Medical decision making
Lesswrong Sydney runs a local dojo once a month to talk about rationality topics. This month our topic was “medical decision making”. This is our notes for considerations on how to make decisions. Please feel free to contribute your own small pieces of advice to this repository of considerations about making decisions in the medical world.
Expect to encounter the medical system sometime between now and when you die; for serious and life altering treatment. You should be prepared to work with limited information and under stress.
How do you make medical decisions?
Medical decisions are often made under stress/duress—during a medical issue or threat of death from condition.

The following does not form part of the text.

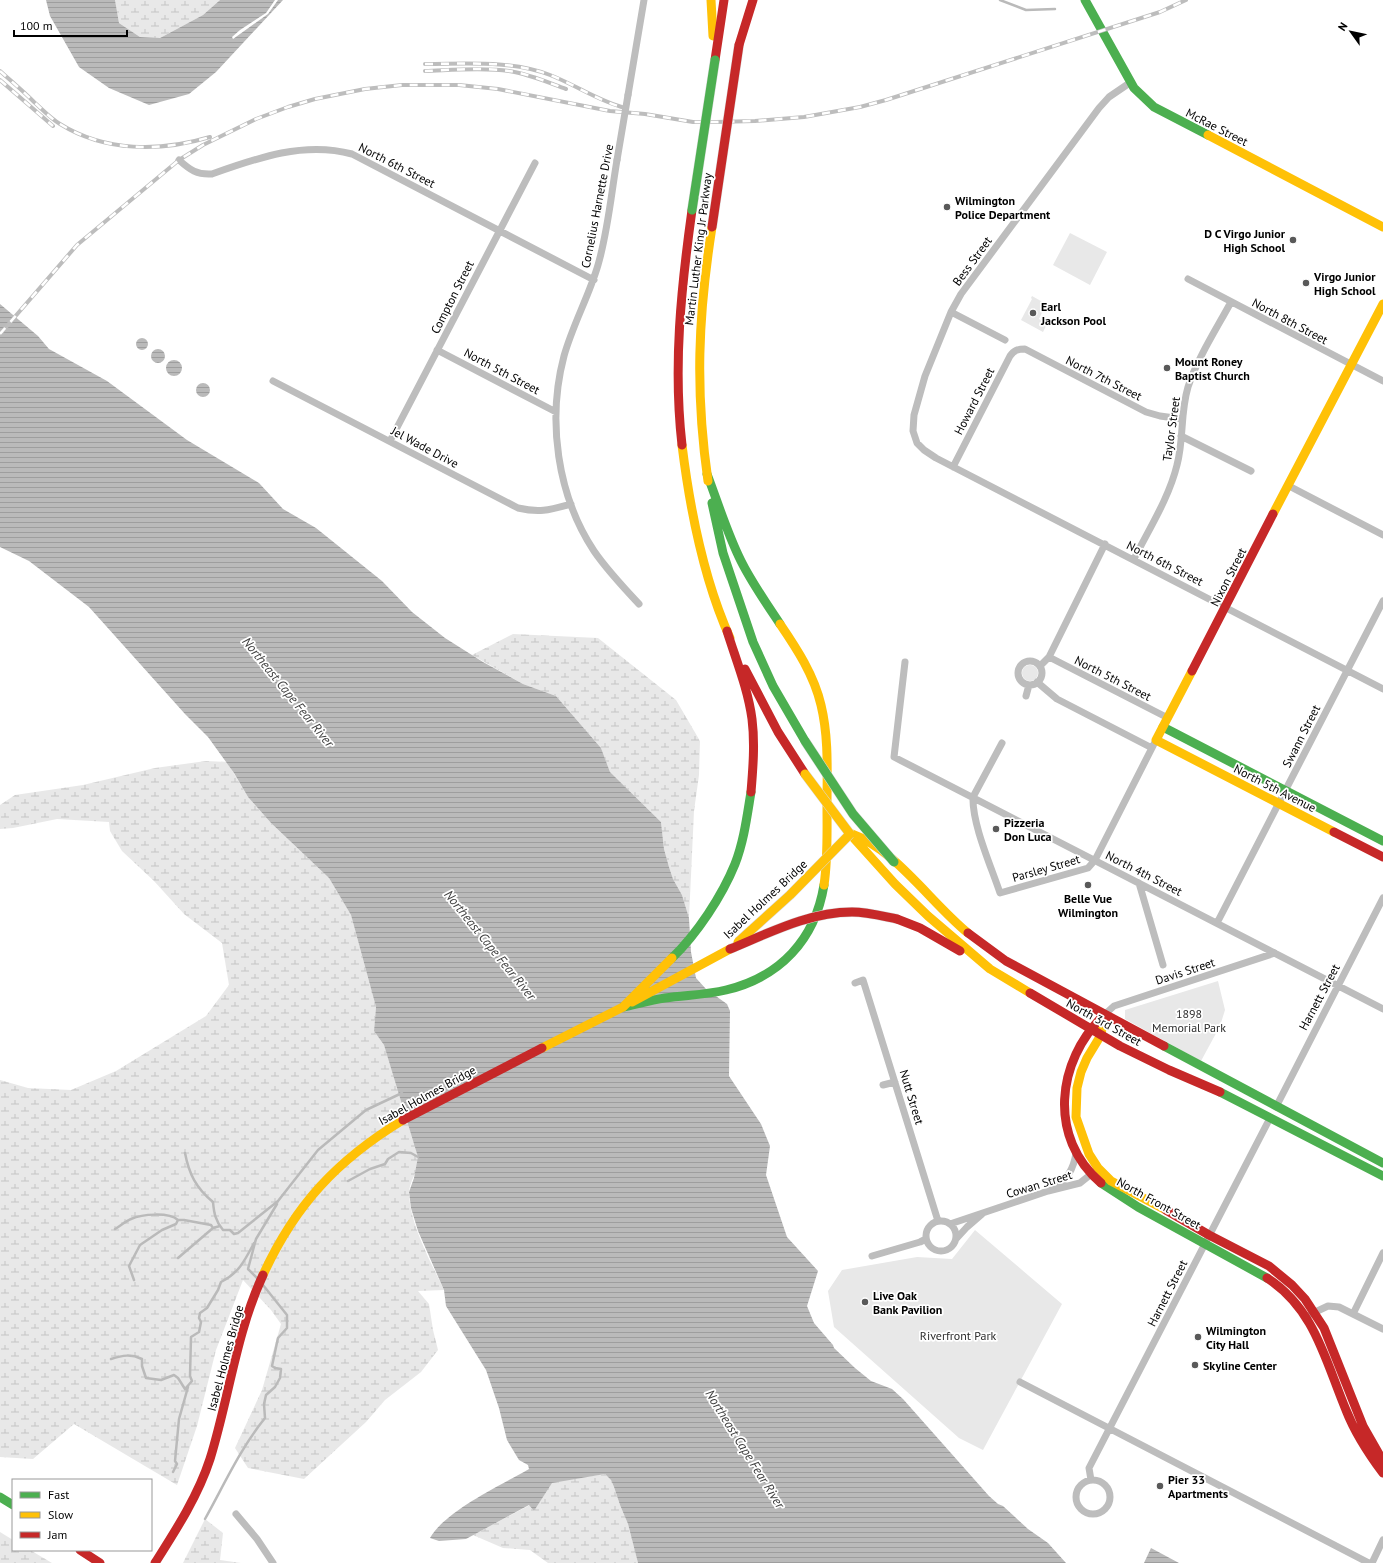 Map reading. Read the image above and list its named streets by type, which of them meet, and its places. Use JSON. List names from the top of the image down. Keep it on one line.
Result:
{"streets":{"main road":["McRae Street","Martin Luther King Jr Parkway","Nixon Street","North 5th Avenue","Isabel Holmes Bridge","North 3rd Street","North Front Street"],"street":["North 6th Street","Cornelius Harnette Drive","Bess Street","Compton Street","North 8th Street","North 5th Street","North 7th Street","Howard Street","Taylor Street","Jel Wade Drive","Swann Street","Parsley Street","North 4th Street","Davis Street","Harnett Street","Nutt Street","Cowan Street"]},"crossings":[["McRae Street","Bess Street"],["North 6th Street","Cornelius Harnette Drive"],["North 6th Street","Bess Street"],["North 6th Street","Compton Street"],["North 6th Street","Howard Street"],["North 6th Street","Taylor Street"],["North 6th Street","Nixon Street"],["North 6th Street","Swann Street"],["Cornelius Harnette Drive","North 5th Street"],["Cornelius Harnette Drive","Jel Wade Drive"],["Martin Luther King Jr Parkway","Isabel Holmes Bridge"],["Martin Luther King Jr Parkway","North 3rd Street"],["Compton Street","North 5th Street"],["Compton Street","Jel Wade Drive"],["North 8th Street","Taylor Street"],["North 8th Street","Nixon Street"],["North 5th Street","Nixon Street"],["North 7th Street","Howard Street"],["North 7th Street","Taylor Street"],["Nixon Street","North 5th Avenue"],["Nixon Street","Parsley Street"],["Nixon Street","North 4th Street"],["Swann Street","North 5th Avenue"],["Swann Street","North 4th Street"],["Parsley Street","North 4th Street"],["North 4th Street","Davis Street"],["North 4th Street","Harnett Street"],["Isabel Holmes Bridge","North 3rd Street"],["Davis Street","North 3rd Street"],["Davis Street","North Front Street"],["Harnett Street","North 3rd Street"],["Harnett Street","North Front Street"],["North 3rd Street","North Front Street"],["Nutt Street","Cowan Street"],["Cowan Street","North Front Street"]],"water":["Northeast Cape Fear River"],"parks":["1898 Memorial Park","Riverfront Park"],"places":["Wilmington Police Department","D C Virgo Junior High School","Virgo Junior High School","Earl Jackson Pool","Mount Roney Baptist Church","Pizzeria Don Luca","Belle Vue Wilmington","Live Oak Bank Pavilion","Wilmington City Hall","Skyline Center","Pier 33 Apartments"],"legend":["Fast","Slow","Jam"],"scale_bar":"100 m","north":"top left"}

Have a patient advocate especially when under influential conditions because you may not be able to make good decisions. Have a friend in the room to be able to say “this person is not usually like this”. The medical system doesn’t really care as much as you care about yourself
The person should be pushy against an authoritarian system.
Expertise, information
Get a second medical opinion
Consider alternative medicine treatments
Use information from AI (now available)
Always double check an LLM’s suggestions (like you would have done with Wikipedia)
Medical experts usually don’t have statistical skills (get statistics questions wrong)
The median doctor reads the result section of the abstract of a paper, not even a whole paper or a whole abstract.
Cookbook approach: medical system has very rigid rules, it’s harder and harder to be making personalised care.
Counterpoint: You can’t just read a few websites and think you know more than a doctor.
Conflict of interest
Medical professionals—that endorse themselves to do procedures like surgery and convince patients to pay them to do it.
Pharmaceutical industry—solutions that make money if people keep taking the drugs. Curing someone will make a pharma company bankrupt.
Medical system—downplays the side effects of the treatment. Blind to the side effects, after all—they don’t feel the side effects.
Making decisions around the body as a whole system, where specialists don’t necessarily notice the whole body.
Medical orthodoxy can be wrong
Vit D from the sun is more beneficial than BCC skin cancers are bad for you. People live longer with the cancers because of the health benefits of the Vit D
Orthodoxy does change very slowly ~15 years from discovery to usage in the field
Different countries have different recommendations (Australia, America, etc)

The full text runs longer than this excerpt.